If all of humanity lived to the same lifestyle and consumption level as North America or Western Europe, the resources of 2.5 planets would be necessary. Thus, over the last decade, agriculture has become a coveted sector for financial investment, similar to the place that was formerly occupied by the fossil fuels industry. Because of demographic and societal dynamics, both agriculture and energy are regarded as consistent industries with a low correlation to the stock markets. Likewise, energy and agriculture have the potential to provide higher yields than the interest rates currently prevailing in the North American and European bond markets. Similar to the energy sector, food and agriculture are indispensable goods for the world to function. However, unlike the fossil fuels market, food is not easily replaceable by alternative resources. Therefore, agriculture serves to diversify portfolios and provide yields even during tough economic times. This article explores some of the financial instruments that exist today within the agriculture industry.
Over the last several months, fund managers and financiers, such as William Gross, have pointed to the advantage of holding real and tangible assets amidst the imbalance and uncertainty created by the low federal interest rates. Appreciating assets include precious metals (e.g. gold) and real estate; both of which can provide high yields. Chief within the real estate category are foreign investments and agriculture. Foreign investments are coveted because of the still sluggish housing market in the United States and farmland because of its productive value. There are, however, several key elements and differences to be considered when investing in agriculture. Understanding these characteristics allows investors to properly diversify their portfolios and benefit from higher yields.
Two of the instruments available to invest in the agriculture industry are Exchange Traded Funds (ETFs) and, a variant of these, exchange traded notes. Agricultural ETFs normally own commodities or track the performance of commodity indexes, such as corn and coffee. Though useful instruments, the main shortcoming of ETFs is that they do not capitalize on the ensemble of agricultural products, particularly those that enjoy the most growth. Representing commodities or agricultural tools, such as tractors and plows, ETFs do not benefit from the growth across the whole food and farmland industry.
While agricultural commodities and inputs have shown resilience and experienced growth over the last decade, the fast growing agriculture industry goes beyond extensively cultivated row crops. Amongst the most lucrative agricultural products are nuts, fruits, and other niche products geared towards specific sectors of the consumer goods market. In this regard, Farmland Real Estate Investment Trusts (REITs) have a higher potential to benefit from and reflect the gains of both row crops as well as permanent crops. Though relatively limited in the US exchanges and not so lucrative over the last several years, Farmland REITs do represent a wide spectrum of agricultural products from strawberries and avocados to corn and cattle.

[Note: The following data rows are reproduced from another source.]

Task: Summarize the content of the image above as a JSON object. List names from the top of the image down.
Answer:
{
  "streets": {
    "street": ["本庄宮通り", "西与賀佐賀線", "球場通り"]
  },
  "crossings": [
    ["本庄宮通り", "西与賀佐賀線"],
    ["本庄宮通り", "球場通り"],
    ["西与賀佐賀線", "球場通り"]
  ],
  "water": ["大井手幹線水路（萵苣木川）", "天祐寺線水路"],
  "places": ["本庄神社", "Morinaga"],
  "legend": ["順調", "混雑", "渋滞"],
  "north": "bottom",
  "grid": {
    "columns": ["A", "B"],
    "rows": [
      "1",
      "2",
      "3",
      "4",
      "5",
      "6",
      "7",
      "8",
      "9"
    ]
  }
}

One of the main issues with the two instruments exposed above is that they focus of domestic US production and farmland. Furthermore, because farmland is relatively new to the financial markets and because of their small market size (under US$150 million market-cap), REITs and ETFs experience liquidity and price stability issues. Having low trading volumes, agricultural ETFs and REITs are exposed to significant changes in price provoked by relatively small transactions of one or two-thousand shares. Finally, because they are micro-cap entities, institutional investors are limited by the percentages binding single-holder participation.